** Dataset records follows **

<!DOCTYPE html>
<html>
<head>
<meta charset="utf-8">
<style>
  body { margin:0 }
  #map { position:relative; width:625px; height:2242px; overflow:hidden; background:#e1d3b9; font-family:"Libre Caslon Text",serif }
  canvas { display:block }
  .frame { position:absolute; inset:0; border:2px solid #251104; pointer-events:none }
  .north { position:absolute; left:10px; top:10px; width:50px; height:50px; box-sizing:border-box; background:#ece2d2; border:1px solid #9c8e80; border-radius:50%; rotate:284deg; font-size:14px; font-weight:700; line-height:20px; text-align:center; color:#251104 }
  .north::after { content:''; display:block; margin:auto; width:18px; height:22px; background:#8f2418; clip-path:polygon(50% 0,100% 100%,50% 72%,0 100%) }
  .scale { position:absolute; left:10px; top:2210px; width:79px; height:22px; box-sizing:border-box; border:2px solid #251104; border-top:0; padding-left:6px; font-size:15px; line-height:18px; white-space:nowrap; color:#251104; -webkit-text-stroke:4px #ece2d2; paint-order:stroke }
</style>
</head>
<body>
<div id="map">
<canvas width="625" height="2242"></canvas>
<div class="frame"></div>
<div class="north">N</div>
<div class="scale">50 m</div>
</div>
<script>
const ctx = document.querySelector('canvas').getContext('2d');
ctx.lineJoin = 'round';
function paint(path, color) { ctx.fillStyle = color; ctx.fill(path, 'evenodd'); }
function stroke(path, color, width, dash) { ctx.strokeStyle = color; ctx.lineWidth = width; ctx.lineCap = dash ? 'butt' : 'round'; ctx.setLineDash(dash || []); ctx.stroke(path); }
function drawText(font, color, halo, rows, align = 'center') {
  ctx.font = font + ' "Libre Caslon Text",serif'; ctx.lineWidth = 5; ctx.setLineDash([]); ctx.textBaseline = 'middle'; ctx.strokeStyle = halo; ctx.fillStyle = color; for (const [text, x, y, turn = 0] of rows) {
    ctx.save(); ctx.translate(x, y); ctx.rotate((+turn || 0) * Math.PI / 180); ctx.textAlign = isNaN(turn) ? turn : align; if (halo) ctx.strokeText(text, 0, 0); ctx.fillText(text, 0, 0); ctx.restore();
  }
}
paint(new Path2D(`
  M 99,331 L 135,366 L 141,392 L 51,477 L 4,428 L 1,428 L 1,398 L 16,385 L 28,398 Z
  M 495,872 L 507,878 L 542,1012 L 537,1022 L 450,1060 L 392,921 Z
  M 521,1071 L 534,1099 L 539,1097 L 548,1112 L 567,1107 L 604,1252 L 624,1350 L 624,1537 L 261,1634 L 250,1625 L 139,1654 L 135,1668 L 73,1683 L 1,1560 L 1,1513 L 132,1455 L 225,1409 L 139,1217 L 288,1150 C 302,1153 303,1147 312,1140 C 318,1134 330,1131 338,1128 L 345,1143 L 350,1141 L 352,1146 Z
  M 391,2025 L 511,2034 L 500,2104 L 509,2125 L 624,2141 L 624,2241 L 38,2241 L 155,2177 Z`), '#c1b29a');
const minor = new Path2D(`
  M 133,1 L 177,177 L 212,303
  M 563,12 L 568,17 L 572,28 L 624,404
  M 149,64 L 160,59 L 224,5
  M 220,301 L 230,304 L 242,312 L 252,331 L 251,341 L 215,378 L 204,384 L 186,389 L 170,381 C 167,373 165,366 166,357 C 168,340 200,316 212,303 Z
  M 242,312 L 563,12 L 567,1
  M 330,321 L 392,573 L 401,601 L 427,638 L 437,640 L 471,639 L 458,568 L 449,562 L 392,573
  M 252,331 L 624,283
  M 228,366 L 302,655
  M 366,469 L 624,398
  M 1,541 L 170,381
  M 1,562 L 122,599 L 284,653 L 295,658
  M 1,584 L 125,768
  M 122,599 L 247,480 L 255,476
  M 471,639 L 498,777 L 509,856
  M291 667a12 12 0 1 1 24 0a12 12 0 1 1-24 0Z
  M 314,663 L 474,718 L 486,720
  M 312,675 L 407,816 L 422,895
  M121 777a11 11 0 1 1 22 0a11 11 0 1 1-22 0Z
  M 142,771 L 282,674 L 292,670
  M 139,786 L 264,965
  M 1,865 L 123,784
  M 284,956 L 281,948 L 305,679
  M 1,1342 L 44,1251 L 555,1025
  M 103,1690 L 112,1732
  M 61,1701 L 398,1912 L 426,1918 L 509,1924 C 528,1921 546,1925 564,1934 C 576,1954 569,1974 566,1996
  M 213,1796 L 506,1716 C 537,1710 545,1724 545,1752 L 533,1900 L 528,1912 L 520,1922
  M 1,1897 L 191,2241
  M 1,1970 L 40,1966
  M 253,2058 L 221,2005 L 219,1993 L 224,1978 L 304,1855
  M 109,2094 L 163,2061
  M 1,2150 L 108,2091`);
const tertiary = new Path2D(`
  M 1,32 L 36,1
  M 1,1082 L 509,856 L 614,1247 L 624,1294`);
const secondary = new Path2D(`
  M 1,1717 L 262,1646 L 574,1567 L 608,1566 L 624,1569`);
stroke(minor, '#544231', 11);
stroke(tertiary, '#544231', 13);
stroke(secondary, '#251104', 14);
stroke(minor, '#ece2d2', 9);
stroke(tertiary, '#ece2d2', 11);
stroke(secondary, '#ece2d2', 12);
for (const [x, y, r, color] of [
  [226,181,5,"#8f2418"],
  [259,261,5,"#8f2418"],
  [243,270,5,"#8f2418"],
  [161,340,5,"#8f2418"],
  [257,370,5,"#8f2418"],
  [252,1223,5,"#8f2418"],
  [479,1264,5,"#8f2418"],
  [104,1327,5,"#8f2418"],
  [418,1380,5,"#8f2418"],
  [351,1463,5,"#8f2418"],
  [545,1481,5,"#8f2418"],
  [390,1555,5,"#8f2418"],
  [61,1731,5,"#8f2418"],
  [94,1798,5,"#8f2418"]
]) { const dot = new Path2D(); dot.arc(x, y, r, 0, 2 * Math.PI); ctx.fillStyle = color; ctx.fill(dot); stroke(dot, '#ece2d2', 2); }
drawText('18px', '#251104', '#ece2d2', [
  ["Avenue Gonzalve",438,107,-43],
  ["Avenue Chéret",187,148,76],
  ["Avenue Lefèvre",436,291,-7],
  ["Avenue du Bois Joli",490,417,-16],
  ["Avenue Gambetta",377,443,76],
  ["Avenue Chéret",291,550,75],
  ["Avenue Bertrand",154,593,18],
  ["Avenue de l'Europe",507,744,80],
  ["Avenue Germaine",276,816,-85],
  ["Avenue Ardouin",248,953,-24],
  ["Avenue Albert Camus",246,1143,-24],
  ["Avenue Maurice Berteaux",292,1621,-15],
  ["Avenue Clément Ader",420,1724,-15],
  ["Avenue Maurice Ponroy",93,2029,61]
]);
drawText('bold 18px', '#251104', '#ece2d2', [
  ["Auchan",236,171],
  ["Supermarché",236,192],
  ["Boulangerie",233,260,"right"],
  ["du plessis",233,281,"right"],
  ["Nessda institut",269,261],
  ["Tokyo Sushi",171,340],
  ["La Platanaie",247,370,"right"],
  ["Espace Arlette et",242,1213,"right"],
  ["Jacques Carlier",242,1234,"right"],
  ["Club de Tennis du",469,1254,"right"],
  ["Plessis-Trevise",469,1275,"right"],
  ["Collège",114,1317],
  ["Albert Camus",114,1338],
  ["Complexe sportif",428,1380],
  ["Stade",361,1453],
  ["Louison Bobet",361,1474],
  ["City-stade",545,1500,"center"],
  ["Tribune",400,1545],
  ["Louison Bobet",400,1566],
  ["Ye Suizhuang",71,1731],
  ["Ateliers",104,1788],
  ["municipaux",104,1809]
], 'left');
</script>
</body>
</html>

** End of Dataset records **

# To do:
Copy each line above where "canvas" appears.

# Response to the task:
  canvas { display:block }
<canvas width="625" height="2242"></canvas>
const ctx = document.querySelector('canvas').getContext('2d');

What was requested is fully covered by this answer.